── Available data ──

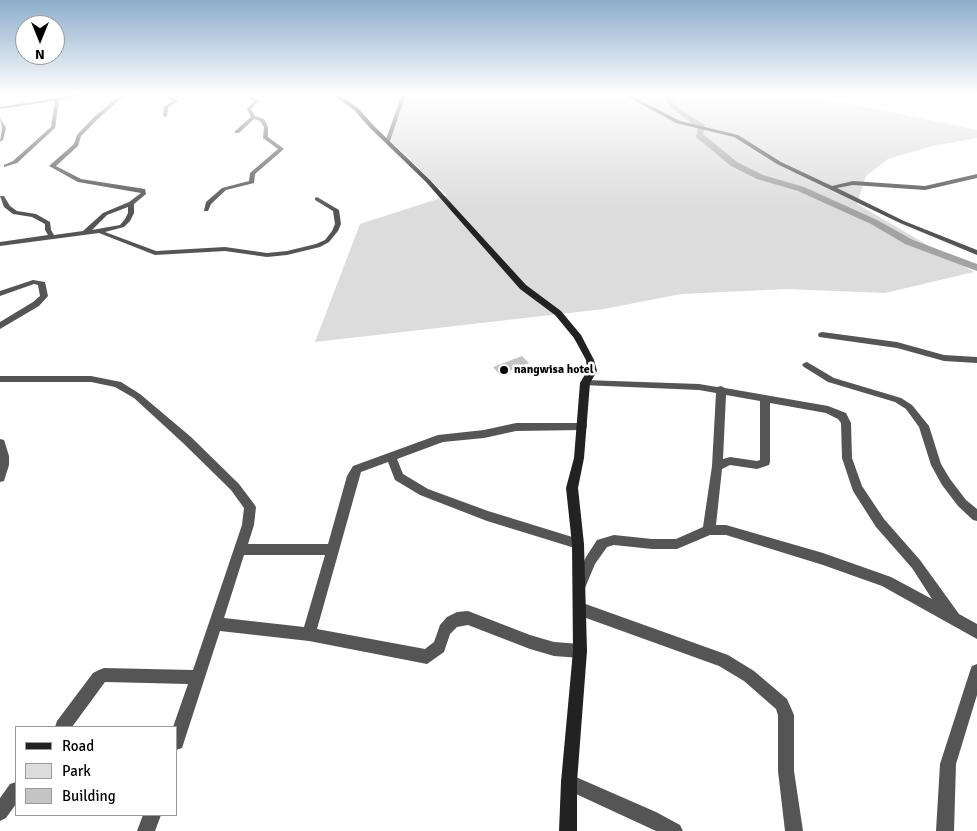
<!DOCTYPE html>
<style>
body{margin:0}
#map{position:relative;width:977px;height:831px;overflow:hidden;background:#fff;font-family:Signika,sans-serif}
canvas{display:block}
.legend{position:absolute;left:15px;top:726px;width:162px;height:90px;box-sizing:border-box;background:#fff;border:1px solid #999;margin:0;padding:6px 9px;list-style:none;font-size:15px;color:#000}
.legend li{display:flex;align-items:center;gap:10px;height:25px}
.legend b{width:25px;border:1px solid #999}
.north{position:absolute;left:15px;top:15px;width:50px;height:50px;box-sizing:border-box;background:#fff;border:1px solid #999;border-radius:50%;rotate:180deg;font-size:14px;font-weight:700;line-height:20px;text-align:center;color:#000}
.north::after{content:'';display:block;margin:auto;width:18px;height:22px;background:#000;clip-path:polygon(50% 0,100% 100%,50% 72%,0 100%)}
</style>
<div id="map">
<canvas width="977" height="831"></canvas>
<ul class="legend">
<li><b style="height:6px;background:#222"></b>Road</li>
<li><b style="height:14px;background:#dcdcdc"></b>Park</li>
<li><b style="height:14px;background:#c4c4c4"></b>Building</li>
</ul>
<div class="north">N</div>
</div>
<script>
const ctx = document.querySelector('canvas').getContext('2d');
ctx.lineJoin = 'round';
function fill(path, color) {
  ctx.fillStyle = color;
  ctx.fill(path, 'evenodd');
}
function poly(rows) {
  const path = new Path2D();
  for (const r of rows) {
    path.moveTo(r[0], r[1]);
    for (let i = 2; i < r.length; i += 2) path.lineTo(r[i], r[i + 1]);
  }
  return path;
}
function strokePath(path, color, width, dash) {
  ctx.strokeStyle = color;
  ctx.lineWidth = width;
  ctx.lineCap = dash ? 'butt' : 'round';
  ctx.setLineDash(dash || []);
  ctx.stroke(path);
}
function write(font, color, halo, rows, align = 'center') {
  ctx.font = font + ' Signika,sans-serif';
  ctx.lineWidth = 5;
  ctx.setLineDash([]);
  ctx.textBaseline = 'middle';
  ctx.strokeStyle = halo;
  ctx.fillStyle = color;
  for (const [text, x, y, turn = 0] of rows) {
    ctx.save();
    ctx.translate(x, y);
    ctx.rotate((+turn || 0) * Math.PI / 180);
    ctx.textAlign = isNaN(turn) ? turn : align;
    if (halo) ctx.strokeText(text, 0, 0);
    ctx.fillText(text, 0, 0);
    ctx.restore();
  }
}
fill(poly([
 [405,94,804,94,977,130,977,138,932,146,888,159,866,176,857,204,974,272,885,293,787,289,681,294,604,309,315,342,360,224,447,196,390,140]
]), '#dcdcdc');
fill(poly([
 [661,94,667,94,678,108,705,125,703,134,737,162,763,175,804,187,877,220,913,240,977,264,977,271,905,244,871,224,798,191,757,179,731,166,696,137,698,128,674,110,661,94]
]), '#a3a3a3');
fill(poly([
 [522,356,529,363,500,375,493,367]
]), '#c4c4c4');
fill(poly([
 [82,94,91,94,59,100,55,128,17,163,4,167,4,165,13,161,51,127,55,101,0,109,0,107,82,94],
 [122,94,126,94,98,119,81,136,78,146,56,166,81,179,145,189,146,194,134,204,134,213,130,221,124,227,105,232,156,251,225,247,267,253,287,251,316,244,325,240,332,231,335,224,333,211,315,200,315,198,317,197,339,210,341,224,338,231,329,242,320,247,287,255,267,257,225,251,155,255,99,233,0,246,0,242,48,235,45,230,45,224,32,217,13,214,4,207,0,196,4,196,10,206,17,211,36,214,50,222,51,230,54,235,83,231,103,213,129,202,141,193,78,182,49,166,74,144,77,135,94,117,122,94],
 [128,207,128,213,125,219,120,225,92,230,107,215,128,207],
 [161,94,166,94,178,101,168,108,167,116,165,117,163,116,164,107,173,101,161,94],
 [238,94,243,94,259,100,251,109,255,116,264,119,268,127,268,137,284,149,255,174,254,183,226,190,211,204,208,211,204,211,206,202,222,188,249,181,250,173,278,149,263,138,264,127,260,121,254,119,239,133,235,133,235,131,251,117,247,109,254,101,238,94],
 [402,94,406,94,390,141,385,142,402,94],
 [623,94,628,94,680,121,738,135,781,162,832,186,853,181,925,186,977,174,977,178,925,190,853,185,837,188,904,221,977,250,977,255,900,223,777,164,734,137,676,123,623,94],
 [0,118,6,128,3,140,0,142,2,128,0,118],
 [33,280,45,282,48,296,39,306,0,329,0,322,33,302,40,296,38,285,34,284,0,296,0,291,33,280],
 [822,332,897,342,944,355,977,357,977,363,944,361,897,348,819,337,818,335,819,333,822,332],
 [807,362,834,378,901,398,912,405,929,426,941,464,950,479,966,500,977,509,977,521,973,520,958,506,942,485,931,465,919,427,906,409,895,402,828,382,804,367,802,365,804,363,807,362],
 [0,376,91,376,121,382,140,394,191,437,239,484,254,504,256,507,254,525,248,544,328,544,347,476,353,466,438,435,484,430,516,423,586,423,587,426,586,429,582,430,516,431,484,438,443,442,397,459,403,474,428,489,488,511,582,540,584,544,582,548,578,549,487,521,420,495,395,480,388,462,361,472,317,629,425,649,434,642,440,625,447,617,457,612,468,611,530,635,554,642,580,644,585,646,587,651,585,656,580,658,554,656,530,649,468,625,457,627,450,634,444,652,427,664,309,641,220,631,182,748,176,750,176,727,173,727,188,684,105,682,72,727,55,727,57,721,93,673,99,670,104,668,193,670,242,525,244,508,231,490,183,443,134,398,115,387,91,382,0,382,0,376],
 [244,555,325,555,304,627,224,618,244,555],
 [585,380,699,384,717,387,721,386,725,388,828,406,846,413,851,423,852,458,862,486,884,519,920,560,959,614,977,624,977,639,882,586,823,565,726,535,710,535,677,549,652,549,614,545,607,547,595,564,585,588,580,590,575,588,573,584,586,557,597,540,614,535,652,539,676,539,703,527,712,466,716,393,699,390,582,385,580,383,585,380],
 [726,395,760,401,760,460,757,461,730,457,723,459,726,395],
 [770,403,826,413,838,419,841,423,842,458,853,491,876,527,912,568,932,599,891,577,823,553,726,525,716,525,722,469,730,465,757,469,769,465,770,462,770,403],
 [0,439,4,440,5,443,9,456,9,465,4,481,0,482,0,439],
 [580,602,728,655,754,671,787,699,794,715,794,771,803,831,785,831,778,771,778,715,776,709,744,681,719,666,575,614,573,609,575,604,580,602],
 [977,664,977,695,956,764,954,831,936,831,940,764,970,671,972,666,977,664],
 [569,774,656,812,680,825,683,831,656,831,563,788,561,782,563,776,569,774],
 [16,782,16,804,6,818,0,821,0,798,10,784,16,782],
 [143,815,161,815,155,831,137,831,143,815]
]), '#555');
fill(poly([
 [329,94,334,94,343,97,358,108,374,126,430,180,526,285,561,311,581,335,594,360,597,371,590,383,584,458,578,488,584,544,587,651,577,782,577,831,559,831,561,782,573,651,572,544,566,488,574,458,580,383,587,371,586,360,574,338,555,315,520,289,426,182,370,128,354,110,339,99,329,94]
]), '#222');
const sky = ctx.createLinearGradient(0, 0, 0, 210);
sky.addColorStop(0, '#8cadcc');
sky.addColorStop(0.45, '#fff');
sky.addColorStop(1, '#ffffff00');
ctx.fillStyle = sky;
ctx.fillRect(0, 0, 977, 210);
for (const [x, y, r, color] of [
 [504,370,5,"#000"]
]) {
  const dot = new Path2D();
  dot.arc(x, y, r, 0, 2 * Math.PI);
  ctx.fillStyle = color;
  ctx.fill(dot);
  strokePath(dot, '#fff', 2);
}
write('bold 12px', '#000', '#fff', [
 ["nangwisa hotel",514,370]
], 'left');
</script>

───

Your objective: Pick each line holding the word "Math" out of the data and copy it.

Exercise result:
    ctx.rotate((+turn || 0) * Math.PI / 180);
  dot.arc(x, y, r, 0, 2 * Math.PI);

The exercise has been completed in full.